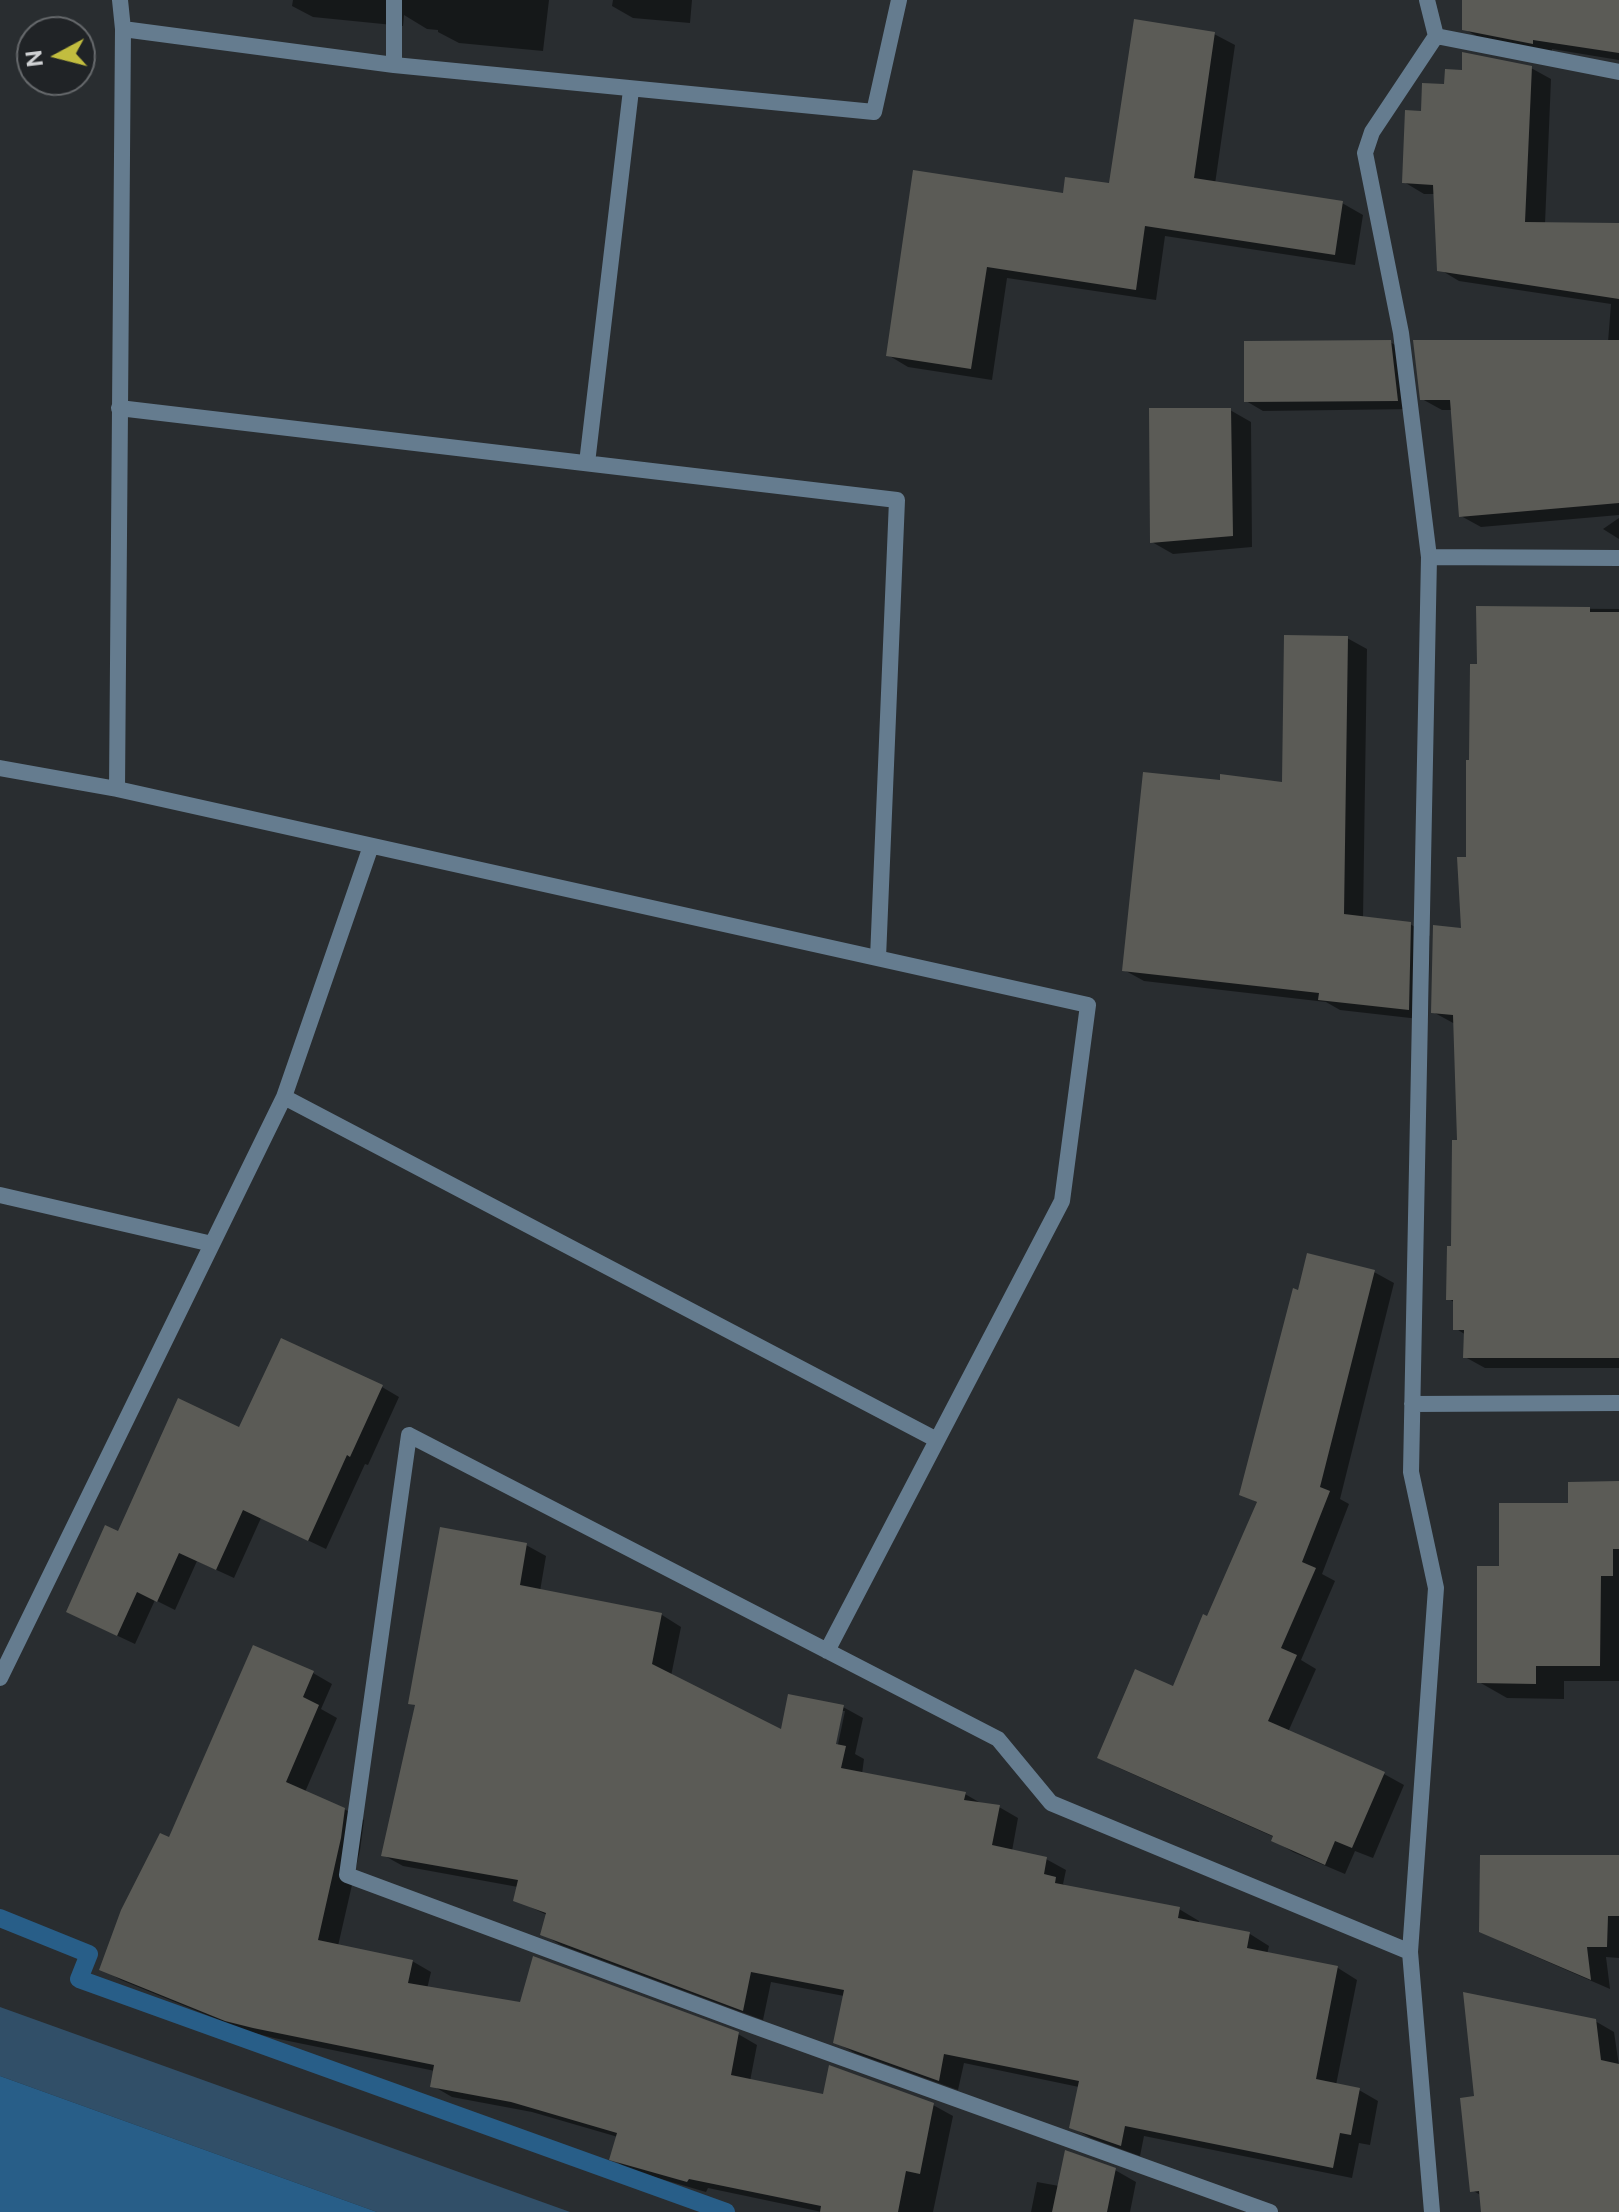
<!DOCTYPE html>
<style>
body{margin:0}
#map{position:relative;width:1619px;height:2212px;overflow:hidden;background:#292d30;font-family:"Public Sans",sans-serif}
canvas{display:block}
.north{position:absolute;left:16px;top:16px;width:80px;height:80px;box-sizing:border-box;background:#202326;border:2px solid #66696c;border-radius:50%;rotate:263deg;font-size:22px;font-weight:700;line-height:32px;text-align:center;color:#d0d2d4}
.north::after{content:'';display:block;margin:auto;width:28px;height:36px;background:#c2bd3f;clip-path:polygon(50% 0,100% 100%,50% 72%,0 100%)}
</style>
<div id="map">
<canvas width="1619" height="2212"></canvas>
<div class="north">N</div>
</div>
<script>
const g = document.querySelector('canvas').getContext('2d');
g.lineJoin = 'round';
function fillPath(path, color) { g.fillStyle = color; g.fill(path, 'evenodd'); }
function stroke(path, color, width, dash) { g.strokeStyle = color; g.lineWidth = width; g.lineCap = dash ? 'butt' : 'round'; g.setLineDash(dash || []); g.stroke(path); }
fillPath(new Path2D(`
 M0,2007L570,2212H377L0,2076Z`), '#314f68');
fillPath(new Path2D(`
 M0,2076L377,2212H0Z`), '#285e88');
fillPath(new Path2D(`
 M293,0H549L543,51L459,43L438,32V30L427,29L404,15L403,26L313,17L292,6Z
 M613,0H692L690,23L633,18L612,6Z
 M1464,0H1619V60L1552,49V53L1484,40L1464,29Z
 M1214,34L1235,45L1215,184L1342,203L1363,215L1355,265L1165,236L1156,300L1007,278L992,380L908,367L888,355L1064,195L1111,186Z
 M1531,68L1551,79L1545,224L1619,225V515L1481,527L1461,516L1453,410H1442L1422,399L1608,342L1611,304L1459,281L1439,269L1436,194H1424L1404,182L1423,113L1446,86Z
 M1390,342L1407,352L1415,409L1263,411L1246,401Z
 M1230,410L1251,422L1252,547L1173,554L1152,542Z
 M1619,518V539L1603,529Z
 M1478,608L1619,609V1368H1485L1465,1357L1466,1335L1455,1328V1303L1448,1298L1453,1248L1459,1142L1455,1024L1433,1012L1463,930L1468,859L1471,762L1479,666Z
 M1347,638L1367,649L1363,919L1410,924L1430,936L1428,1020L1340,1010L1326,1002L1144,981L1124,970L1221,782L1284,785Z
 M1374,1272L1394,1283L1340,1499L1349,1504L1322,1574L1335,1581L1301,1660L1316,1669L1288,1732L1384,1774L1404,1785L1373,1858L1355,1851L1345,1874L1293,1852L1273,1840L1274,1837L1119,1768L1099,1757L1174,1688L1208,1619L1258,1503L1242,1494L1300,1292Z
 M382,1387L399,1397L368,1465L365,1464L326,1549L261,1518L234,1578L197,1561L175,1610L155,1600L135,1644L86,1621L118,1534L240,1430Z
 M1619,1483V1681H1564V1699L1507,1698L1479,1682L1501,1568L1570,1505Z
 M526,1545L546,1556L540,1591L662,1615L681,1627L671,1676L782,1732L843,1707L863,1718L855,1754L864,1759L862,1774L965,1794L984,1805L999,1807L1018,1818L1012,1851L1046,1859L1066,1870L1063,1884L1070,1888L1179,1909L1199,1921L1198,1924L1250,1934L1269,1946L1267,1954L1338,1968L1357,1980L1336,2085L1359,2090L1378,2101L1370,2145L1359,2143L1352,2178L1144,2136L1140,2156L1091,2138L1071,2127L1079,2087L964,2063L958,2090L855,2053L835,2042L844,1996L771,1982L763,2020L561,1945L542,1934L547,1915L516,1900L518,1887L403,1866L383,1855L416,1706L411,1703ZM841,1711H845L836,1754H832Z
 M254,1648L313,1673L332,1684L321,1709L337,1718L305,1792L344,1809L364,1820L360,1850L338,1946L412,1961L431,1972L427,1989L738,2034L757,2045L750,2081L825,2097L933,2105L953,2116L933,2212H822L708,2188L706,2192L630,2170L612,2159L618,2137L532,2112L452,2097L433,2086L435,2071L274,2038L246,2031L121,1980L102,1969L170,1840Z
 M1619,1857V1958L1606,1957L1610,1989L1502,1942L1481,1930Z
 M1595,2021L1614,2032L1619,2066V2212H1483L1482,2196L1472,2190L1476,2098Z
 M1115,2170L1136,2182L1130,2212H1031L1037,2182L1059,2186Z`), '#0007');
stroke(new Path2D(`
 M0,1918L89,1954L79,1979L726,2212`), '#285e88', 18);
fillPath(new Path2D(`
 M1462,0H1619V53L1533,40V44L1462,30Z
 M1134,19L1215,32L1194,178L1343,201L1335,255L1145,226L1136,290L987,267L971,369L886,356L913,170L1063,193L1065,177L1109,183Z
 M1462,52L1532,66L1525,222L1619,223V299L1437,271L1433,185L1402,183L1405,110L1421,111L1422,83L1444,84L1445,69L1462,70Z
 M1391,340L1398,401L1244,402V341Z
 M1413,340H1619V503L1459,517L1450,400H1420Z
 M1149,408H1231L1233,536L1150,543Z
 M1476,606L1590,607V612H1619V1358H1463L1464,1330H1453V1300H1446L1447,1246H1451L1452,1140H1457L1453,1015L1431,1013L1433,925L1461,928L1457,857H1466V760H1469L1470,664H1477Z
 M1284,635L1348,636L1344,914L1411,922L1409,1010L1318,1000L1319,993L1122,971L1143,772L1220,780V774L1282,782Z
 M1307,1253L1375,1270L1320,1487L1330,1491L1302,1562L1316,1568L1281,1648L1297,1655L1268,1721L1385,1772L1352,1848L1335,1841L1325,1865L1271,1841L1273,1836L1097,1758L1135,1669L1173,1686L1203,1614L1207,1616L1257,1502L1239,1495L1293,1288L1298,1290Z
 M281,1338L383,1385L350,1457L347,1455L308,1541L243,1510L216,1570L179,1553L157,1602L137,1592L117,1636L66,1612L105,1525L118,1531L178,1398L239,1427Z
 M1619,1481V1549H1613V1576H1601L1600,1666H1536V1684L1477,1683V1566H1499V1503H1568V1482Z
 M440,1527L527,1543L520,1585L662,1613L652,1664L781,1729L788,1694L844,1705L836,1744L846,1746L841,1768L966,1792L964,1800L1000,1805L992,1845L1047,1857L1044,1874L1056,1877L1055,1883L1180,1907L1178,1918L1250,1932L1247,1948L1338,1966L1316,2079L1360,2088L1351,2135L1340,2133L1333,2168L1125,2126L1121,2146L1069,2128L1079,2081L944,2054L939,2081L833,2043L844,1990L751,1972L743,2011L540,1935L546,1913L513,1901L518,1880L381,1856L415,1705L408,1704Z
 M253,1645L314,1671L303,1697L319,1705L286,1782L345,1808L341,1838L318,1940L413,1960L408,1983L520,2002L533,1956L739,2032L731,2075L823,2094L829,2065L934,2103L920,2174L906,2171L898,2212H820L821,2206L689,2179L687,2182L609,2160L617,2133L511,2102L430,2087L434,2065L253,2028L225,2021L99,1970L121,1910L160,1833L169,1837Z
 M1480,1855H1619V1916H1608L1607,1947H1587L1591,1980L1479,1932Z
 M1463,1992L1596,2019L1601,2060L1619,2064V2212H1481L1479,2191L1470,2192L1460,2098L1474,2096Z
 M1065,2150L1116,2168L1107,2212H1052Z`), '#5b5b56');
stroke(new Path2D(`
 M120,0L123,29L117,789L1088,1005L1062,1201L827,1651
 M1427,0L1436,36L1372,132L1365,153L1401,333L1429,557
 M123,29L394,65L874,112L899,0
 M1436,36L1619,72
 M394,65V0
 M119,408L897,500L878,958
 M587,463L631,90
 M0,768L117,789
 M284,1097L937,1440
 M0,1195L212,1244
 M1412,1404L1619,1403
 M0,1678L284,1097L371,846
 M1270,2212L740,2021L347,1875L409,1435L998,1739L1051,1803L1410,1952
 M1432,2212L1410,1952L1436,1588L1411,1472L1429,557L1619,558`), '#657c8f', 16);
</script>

::::::::::

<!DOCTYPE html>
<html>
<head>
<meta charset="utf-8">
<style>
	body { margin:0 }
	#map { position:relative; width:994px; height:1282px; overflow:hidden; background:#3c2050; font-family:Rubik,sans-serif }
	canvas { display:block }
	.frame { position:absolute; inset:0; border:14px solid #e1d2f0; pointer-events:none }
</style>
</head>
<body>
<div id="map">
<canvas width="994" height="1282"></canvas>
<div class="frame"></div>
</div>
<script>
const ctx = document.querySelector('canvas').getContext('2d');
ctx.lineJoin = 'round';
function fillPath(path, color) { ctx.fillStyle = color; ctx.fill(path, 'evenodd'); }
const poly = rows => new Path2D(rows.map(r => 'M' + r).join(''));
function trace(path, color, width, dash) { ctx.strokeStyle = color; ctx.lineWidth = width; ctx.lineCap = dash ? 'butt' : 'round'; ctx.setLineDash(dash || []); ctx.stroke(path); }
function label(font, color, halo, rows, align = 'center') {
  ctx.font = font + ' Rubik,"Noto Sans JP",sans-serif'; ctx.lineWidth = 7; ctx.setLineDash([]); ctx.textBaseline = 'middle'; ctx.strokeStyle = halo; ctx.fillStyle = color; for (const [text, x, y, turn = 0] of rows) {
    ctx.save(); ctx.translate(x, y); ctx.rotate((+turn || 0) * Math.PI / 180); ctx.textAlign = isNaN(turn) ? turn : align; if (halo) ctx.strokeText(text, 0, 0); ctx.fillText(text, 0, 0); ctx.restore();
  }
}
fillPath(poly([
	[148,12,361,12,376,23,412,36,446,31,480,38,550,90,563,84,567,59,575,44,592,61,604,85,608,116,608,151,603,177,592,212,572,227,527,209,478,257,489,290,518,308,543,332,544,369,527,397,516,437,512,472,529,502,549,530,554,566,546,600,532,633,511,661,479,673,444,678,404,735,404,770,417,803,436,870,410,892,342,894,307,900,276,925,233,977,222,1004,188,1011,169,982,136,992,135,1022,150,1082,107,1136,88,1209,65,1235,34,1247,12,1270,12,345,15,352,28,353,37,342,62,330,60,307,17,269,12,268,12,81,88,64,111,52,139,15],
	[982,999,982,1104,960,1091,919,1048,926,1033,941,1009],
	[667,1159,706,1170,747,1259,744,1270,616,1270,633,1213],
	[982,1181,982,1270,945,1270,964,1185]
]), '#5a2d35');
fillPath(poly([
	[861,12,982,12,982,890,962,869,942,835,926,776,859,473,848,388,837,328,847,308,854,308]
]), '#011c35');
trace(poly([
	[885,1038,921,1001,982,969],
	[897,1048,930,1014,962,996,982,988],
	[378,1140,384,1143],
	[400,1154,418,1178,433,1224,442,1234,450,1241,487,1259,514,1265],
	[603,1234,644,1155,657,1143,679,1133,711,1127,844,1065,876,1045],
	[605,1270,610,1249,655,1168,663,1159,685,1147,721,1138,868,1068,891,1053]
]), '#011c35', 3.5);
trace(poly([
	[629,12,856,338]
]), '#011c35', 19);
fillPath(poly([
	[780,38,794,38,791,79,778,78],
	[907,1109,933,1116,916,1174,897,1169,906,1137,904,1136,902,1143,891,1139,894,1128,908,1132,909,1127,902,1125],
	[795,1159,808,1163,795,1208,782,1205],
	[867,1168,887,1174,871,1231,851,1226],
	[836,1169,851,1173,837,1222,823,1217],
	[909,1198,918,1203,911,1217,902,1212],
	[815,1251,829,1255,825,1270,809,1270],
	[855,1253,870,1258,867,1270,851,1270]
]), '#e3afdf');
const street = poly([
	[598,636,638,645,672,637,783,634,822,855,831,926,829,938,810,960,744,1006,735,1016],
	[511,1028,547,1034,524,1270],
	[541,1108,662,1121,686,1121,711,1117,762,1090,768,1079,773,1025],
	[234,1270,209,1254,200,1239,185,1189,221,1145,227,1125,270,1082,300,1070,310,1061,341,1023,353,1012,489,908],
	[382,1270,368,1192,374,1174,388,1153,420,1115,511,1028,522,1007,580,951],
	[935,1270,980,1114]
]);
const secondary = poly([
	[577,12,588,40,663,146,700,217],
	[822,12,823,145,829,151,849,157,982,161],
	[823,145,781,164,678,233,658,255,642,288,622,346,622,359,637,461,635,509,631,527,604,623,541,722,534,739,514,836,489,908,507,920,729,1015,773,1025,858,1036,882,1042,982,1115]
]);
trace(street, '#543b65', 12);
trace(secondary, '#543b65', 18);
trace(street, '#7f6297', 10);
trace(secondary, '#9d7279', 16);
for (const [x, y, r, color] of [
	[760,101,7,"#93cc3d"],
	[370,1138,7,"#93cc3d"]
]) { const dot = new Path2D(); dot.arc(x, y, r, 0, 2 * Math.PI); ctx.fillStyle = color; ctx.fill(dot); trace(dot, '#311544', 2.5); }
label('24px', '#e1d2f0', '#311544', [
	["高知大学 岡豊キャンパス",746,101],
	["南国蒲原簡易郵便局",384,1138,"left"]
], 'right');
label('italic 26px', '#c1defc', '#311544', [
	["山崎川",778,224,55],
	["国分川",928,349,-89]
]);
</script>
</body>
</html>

::::::::::

Could you copy each line in the listing above that includes the word "rows"?

• [Task response]
const poly = rows => new Path2D(rows.map(r => 'M' + r).join(''));
function label(font, color, halo, rows, align = 'center') {
  ctx.font = font + ' Rubik,"Noto Sans JP",sans-serif'; ctx.lineWidth = 7; ctx.setLineDash([]); ctx.textBaseline = 'middle'; ctx.strokeStyle = halo; ctx.fillStyle = color; for (const [text, x, y, turn = 0] of rows) {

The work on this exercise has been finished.